We covered a few ways of estimating treatment effects in observational studies, noting the fundamental problem of causal inference, inferring what would have happened in the absence of treatment. We covered propensity score estimation, weighting techniques to adjust for confounders, and the use of machine learning for propensity score estimation.

  1. Causal Estimation:
    • Simpson’s Paradox: after incorporating a third variable in an analysis, the conclusions can reverse
    • Observational studies aim to infer causal relationships where randomization is impractical
    • Key challenges include addressing confounding variables
    • Neyman-Rubin Causal Model: Framework underpinning causal inference methods, formalizing the challenge of unobserved counterfactuals
  2. Propensity Score Methods:
    • Probability of treatment assignment given observed covariates
    • Balances covariate distributions between treatment and control groups to estimate causal effects
    • Use boosting to improve estimates compared to logistic regression
  3. Practical Applications:
    • Florida murderers analysis showed the importance of addressing race of victims, an important confounding variable
    • NSDUH to study the effect of prior heroin use on future arrest
      • demonstrating propensity score with sampling weights

References

McCaffrey, D. M., G. Ridgeway, and A. R. Morral. 2004. “Propensity Score Estimation with Boosted Regression for Evaluating Causal Effects in Observational Studies.” Psychological Methods 9 (4): 403–25.

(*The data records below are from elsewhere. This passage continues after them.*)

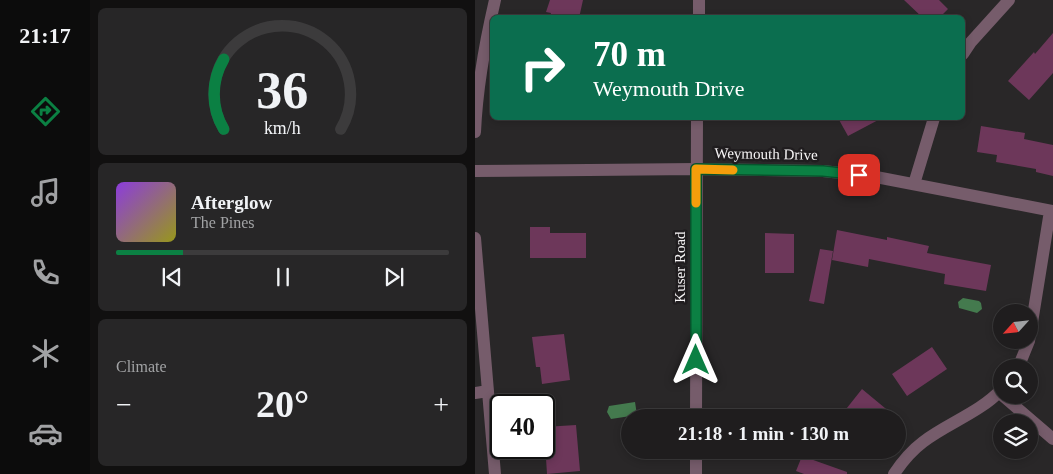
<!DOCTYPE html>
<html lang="en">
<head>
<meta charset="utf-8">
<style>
  :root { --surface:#1f1d1e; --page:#272627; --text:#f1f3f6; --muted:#a1a2a4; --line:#3c3b3c; --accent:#0b8043 }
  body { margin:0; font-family:Georgia,serif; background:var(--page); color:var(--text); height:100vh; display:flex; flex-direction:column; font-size:19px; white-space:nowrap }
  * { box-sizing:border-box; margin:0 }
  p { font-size:16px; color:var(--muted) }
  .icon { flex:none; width:28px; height:28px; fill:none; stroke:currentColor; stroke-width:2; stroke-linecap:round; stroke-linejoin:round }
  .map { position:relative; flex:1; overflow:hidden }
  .drawer { display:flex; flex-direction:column; gap:8px; padding:8px; background:#111010; width:385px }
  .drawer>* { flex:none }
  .top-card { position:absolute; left:15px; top:15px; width:475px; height:105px; border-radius:8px; box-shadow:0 2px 8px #0003,0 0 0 1px var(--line); background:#0b6e4f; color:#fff; overflow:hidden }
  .needle { width:32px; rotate:243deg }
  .tools { position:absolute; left:518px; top:304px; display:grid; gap:10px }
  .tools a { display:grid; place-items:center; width:45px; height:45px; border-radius:50%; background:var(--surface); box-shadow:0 2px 8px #0003,0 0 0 1px var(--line); font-size:25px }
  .speed { position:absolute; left:15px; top:394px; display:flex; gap:10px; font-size:25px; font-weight:700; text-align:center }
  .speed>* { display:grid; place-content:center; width:65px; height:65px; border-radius:50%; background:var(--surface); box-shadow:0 2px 8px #0003,0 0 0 1px var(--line); line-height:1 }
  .speed .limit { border:2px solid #111; border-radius:8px; background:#fff; color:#111 }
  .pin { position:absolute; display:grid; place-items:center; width:42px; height:42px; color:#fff; margin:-21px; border-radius:10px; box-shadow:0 2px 8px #0006 }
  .me { position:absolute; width:55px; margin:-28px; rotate:0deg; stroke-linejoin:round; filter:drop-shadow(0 0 4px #0008) }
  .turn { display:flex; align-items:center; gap:18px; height:105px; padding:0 20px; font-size:22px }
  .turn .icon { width:65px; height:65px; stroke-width:2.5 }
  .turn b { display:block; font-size:35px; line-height:42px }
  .big { font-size:38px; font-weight:800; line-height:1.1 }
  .drawer .widget { flex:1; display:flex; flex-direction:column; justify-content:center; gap:8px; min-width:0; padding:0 18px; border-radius:8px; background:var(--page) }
  .drawer .dial { align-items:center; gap:0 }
  .dial svg { height:130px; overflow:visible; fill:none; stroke:var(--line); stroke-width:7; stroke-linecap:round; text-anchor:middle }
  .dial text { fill:var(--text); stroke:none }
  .song { display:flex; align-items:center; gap:15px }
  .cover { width:60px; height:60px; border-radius:8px; background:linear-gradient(135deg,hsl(270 70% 55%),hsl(60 70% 35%)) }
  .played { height:5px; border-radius:2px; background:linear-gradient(90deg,var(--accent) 20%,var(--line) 20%) }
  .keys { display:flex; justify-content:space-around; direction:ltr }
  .heat { display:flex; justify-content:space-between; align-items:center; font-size:28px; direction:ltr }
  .trip { position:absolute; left:146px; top:409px; width:285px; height:50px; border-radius:25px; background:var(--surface); box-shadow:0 2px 8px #0003,0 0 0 1px var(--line); font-weight:800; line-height:50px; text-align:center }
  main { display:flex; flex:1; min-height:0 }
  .menu { display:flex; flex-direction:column; width:90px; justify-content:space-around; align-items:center; background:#0c0c0c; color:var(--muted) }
  .menu .icon { width:35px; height:35px }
  .menu .active { color:var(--accent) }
  .menu b { font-size:22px; color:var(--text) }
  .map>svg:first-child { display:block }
  .water { fill:#447a4e }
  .building { fill:#6d375a }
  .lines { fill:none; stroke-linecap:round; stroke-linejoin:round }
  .minor { stroke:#765c6b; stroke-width:12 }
  .tertiary { stroke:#765c6b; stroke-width:12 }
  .route-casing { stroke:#07532c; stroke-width:12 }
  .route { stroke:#0b8043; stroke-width:9 }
  .slow { stroke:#f59e0b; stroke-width:9 }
  .labels { text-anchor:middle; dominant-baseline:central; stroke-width:5; stroke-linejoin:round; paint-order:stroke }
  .street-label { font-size:15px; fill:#f5f3f4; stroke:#201d1f }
</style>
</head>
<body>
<main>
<nav class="menu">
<b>21:17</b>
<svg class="icon active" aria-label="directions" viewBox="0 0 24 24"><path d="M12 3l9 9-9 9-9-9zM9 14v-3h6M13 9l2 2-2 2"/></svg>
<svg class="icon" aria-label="music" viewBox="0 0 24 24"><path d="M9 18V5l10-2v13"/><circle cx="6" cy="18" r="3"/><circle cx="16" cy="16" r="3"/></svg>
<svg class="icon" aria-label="phone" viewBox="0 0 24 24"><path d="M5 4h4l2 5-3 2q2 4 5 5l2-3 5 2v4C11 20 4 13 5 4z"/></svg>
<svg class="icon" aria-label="climate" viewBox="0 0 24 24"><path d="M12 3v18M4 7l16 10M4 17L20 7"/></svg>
<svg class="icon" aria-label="car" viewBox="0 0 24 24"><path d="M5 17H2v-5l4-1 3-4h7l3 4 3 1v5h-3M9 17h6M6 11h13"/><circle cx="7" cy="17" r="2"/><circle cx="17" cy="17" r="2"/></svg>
</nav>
<section class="drawer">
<div class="widget dial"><svg viewBox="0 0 100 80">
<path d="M14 69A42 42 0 1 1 86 69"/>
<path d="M14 69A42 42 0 0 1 14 26" stroke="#0b8043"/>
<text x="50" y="56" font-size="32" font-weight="700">36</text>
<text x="50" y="72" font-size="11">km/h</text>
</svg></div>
<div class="widget">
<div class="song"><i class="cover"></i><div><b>Afterglow</b><p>The Pines</p></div></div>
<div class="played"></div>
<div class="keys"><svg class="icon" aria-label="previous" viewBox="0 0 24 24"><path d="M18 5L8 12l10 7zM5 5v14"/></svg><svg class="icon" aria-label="pause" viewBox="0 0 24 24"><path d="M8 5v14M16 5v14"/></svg><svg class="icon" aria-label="next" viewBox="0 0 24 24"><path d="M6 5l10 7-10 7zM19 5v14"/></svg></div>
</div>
<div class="widget"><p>Climate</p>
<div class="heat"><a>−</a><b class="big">20°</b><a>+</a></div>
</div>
</section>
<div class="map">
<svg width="578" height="474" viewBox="0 0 578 474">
  <rect width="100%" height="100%" fill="#292728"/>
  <!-- water -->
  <path class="water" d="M488 298 504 301 506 303 507 309 502 313 484 308 483 302Z
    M160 402 162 415 136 419 132 412 134 406Z"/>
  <!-- building -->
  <path class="building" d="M75 0H108L104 18H75L76 13 71 12Z
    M429 0H464L473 9 464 18H448Z
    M578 33V73L554 100 533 81 559 52 560 54Z
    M363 118H407L373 136Z
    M506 126 550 133 549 139 578 145V176L561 172V169L521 162 522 155 502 152Z
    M55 227H75V233H111V258H55Z
    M362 230 412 240V237L454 246 452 253 516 265 511 291 469 284 470 274 394 259 393 267 357 260Z
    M290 233 319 234V273H290Z
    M345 249 358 251 349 304 334 301Z
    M89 334 95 380 67 384 65 367H61L57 337Z
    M457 347 472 369 432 396 417 374Z
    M387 389 422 418H364Z
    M101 425 105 471 72 474 69 427Z
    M327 456 372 472V474H329L321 471Z"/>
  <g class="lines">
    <!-- minor -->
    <path class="minor" d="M488 54 496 42 534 0
      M0 132C2 87 10 43 20 0
      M0 171 221 169 348 171 401 177 578 211
      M439 184 459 118
      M0 238 20 474
      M543 368 554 341 575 211
      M0 393 13 391
      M527 395 578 439
      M419 474C427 462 436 451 448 442 473 423 504 413 526 390"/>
    <!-- tertiary -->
    <path class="tertiary" d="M224 18V0
      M221 418 222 118
      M221 474V450"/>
  </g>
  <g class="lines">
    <!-- route casing -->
    <g class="route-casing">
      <path id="route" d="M221 360V169L348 171 384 175"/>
    </g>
    <!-- route -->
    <use href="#route" class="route"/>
    <!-- slow -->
    <path class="slow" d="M221 203V169L258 170"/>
  </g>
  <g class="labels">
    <!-- street labels -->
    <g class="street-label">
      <text transform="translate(291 154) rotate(1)">Weymouth Drive</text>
      <text transform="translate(205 267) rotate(-90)">Kuser Road</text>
    </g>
  </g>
</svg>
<div class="tools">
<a><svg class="needle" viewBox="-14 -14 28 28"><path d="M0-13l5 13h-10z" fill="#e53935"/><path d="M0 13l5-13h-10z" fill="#a1a2a4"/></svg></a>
<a><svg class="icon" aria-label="search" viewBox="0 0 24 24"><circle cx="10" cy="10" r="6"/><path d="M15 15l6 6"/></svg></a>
<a><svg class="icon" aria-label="layers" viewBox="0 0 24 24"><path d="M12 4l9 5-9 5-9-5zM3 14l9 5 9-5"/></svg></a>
</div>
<div class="speed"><div class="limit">40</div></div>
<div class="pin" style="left:384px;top:175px;background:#d93025"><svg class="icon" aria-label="arrive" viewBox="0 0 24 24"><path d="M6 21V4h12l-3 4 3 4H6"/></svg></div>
<svg class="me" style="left:221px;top:360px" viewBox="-20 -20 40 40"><path d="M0-17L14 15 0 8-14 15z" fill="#0b8043" stroke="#fff" stroke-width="4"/></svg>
<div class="trip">21:18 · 1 min · 130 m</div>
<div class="top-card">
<div class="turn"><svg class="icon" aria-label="right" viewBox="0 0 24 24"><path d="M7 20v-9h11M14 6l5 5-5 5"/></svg><div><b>70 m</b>Weymouth Drive</div></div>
</div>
</div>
</main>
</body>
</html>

Radelet, Michael L. 1981. “Racial Characteristics and the Imposition of the Death Penalty.” American Sociological Review 46 (6): 918–27. http://www.jstor.org/stable/2095088.

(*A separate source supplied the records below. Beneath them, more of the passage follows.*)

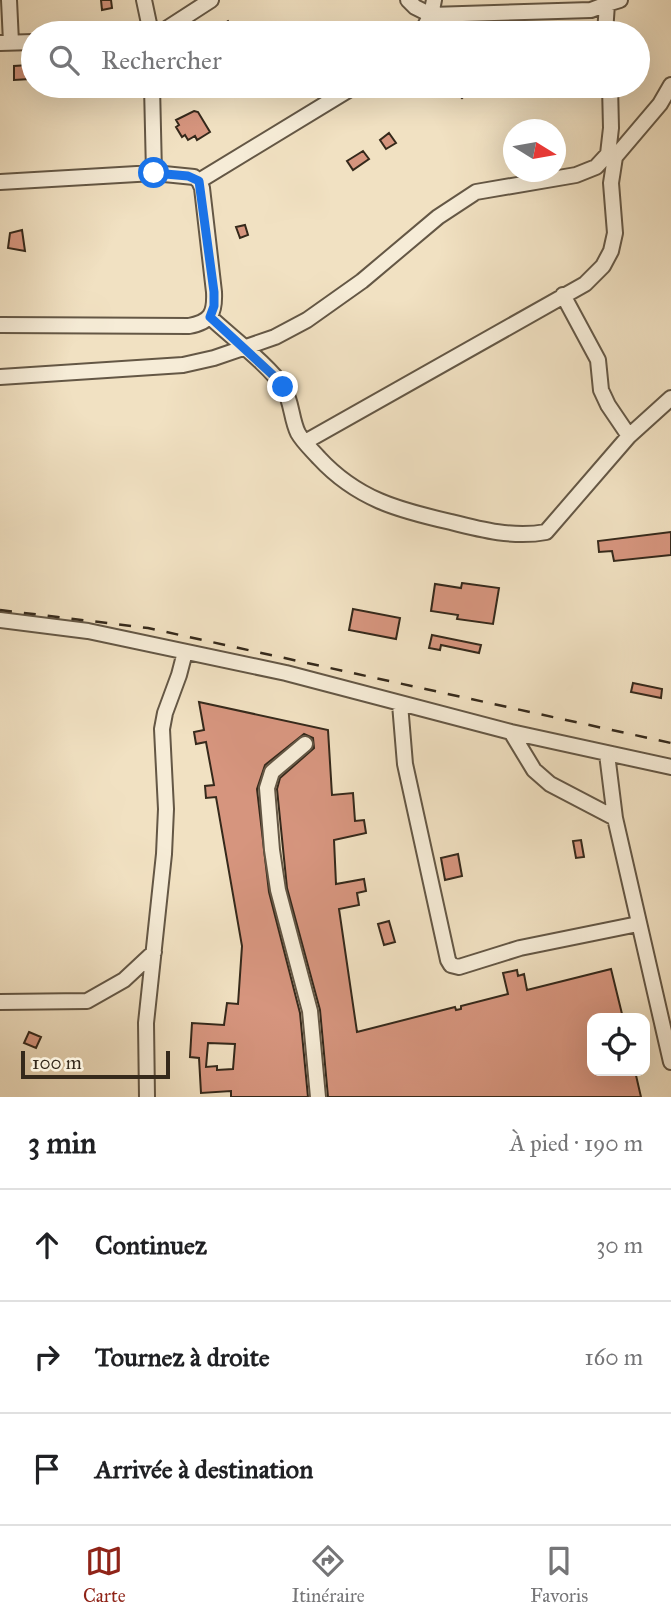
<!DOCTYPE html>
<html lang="fr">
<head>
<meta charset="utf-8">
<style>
  :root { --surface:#fff; --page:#f6f6f6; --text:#202124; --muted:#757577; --line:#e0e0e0; --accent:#8f2418 }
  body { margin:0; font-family:"IM FELL Great Primer",serif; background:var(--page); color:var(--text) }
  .controls { position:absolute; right:21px; bottom:21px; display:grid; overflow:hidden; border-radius:14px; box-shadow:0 7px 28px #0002 }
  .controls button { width:63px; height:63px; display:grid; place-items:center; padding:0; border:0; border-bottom:2px solid var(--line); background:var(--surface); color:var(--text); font:35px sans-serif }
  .compass { position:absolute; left:503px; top:119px; width:63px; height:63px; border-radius:50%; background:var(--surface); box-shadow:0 7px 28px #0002; rotate:101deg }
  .scale { position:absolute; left:21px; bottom:18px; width:149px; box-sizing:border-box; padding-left:7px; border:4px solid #35291b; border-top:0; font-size:19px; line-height:24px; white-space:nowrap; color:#35291b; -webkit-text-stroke:5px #f6ecd7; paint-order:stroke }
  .stop { position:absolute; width:21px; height:21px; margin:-16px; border:5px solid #1a73e8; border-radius:50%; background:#fff }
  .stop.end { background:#1a73e8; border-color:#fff; box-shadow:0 2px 7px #0008 }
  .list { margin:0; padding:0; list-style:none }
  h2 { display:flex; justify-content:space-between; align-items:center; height:91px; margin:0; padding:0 28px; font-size:30px }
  h2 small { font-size:23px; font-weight:400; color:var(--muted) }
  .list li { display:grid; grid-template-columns:46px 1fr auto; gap:21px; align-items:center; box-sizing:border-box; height:112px; padding:0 28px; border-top:2px solid var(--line) }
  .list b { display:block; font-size:26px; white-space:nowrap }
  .list em { font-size:23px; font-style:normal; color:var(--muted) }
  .icon { flex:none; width:38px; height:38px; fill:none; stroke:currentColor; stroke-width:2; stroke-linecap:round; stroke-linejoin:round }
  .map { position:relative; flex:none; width:671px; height:1097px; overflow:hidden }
  .search { position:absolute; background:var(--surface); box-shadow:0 7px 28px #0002; left:21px; right:21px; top:21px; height:77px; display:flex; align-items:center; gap:18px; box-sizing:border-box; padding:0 24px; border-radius:38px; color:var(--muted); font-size:26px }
  .sheet { height:427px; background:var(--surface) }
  nav { display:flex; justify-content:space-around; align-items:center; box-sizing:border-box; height:98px; border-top:2px solid var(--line); background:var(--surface); font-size:19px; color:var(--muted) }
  nav a { display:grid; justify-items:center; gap:4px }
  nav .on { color:var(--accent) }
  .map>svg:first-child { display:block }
  .building { fill:#d6957e; stroke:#35291b; stroke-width:2; fill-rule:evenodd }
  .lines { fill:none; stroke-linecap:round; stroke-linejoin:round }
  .minor-casing { stroke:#645745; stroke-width:18 }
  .minor { stroke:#f6ecd7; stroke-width:14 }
  .rail { stroke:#35291b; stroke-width:2.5; stroke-dasharray:12 12; stroke-linecap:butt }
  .route { stroke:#1a73e8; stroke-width:9 }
</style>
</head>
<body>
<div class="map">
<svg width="671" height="1097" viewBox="0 0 671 1097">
  <rect width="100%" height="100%" fill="#f1e1c2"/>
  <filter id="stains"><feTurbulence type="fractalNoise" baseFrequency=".00286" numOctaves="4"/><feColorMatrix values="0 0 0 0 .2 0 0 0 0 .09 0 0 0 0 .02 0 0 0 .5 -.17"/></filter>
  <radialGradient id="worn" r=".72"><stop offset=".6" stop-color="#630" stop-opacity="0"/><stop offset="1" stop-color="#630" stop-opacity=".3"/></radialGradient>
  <path class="building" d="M 101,0 L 111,0 L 112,8 L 102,10 Z
    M 228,21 L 237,33 L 210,33 Z
    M 469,23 L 471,25 L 469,27 L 475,33 L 462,33 L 454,24 Z
    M 29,65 L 30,79 L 14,80 L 14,66 Z
    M 450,86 L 474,86 L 462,98 Z
    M 194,111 L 198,112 L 210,132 L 197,140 L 195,136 L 188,140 L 185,135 L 182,137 L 176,127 L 179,125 L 176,120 Z
    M 389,133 L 396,143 L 386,149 L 380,140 Z
    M 363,151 L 369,159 L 353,170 L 347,161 Z
    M 245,225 L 248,235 L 240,238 L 236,227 Z
    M 22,230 L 25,251 L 8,248 L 10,233 Z
    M 671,532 L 671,555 L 614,561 L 612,551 L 599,552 L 598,541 Z
    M 462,583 L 499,588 L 493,624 L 457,619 L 458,615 L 431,611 L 435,584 L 461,588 Z
    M 353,609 L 400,618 L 396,639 L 349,630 Z
    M 432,635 L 481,645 L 479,653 L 441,645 L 440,650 L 429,648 Z
    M 633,683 L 662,689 L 661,698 L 631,692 Z
    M 199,702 L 328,730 L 332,795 L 353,793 L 355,821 L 364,820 L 366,833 L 334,840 L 336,884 L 364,879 L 366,891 L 357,893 L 359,905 L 339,909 L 357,1032 L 455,1007 L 456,1010 L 461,1009 L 461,1006 L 508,994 L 503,973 L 517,970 L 518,976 L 524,974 L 527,990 L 611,969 L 623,1018 L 592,1018 L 592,1071 L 635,1071 L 641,1097 L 328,1097 L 320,1010 L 287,888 L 277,789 L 280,778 L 314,748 L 313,738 L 304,734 L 265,765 L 257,789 L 269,892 L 300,1013 L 308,1097 L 231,1097 L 231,1091 L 201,1093 L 199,1058 L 190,1057 L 192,1023 L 224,1025 L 227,1003 L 238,1004 L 242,946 L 216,797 L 206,798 L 205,786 L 214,785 L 206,742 L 196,744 L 194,732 L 204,730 ZM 208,1043 L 235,1044 L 233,1069 L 217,1070 L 217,1066 L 206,1067 Z
    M 581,840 L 584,857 L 576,858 L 573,841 Z
    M 458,854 L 462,876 L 445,880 L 441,858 Z
    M 389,921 L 395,942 L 384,945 L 378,924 Z
    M 29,1032 L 41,1037 L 36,1048 L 24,1043 Z"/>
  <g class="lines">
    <g class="minor-casing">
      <path id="minor" d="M 9,0 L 11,42
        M 144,0 L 151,33
        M 408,0 L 415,7 L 431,15 L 591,10 L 607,4
        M 160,33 L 211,0
        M 421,33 L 431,15 L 434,0
        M 605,33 L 607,4 L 620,0
        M 0,43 L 33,42
        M 199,181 L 355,86
        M 0,182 L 154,173
        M 563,295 L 598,360 L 601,390 L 608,405 L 629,436
        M 210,317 C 230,336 270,366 283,387 C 292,401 291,419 298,433 C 303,442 312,450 319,458 C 357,499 398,510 451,522 C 482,530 514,538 546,532 L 629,436 L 671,398
        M 0,325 L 189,326 C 211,322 215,313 214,292 L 202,188 L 199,181 L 194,177 L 154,173 L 152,86
        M 0,377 L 183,365 L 214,358 L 275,337 L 307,320 L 362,281 L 438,217 L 476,192 L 576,175 L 596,167 L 608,154 L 611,128 L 610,86
        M 305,442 L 585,284 L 603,266 L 611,251 L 615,233 L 611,183 L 615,157 L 660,104 L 671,85
        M 0,620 L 88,631 L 286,673 L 511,732 L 671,767
        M 400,704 L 405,764 L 448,960 L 451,965 L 459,967 L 520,948 L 638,924
        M 511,732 L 534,770 L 550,784 L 615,818
        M 305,744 L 272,772 L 267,788 L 272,850 L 278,890 L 310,1011 L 318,1097
        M 607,754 L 615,818 L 671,1062
        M 0,1002 L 87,1001 L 124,980 L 154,952
        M 147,1097 L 146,1023 L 164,854 L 166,809 L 162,729 L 165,713 L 179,675 L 185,652"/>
    </g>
    <use href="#minor" class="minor"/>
    <path class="rail" d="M 0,610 L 148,628 L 671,743"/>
  </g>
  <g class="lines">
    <path class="route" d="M 154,173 L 188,176 L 199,181 L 214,292 L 214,306 L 210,317 L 275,377 L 283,387"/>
  </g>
  <rect width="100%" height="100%" filter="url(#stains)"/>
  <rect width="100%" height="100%" fill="url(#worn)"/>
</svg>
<div class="controls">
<button><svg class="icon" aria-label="locate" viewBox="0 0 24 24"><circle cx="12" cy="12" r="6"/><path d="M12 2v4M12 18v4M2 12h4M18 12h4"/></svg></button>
</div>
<svg class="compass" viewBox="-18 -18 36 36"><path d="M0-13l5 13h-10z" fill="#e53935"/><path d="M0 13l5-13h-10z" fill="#757577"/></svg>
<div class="scale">100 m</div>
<div class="stop" style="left:154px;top:173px"></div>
<div class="stop end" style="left:283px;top:387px"></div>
<div class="search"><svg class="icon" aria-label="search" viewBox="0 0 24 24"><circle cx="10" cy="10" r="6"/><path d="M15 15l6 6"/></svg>Rechercher</div>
</div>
<section class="sheet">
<h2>3 min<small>À pied · 190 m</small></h2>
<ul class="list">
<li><svg class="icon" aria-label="ahead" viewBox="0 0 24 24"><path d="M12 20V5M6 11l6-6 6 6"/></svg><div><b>Continuez</b></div><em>30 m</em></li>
<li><svg class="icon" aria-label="right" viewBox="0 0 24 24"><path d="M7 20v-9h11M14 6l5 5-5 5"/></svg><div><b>Tournez à droite</b></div><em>160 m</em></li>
<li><svg class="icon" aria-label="arrive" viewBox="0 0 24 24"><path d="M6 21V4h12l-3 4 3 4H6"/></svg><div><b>Arrivée à destination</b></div></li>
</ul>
</section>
<nav>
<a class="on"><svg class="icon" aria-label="map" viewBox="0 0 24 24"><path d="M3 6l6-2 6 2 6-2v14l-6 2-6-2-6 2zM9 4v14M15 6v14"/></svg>Carte</a>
<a><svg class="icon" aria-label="directions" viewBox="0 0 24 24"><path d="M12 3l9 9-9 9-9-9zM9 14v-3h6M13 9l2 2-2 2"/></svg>Itinéraire</a>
<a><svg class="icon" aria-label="saved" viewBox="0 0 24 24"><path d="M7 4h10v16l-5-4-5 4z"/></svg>Favoris</a>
</nav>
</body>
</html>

Ridgeway, Greg, Stephanie A Kovalchik, Beth Ann Griffin, and Mohammed U. Kabeto. 2015. “Propensity Score Analysis with Survey Weighted Data.” Journal of Causal Inference 3: 237–49. https://api.semanticscholar.org/CorpusID:3490612.
Rubin, Donald B. 1974. “Estimating Causal Effects of Treatments in Randomized and Nonrandomized Studies.” Journal of Educational Psychology 66 (5): 688.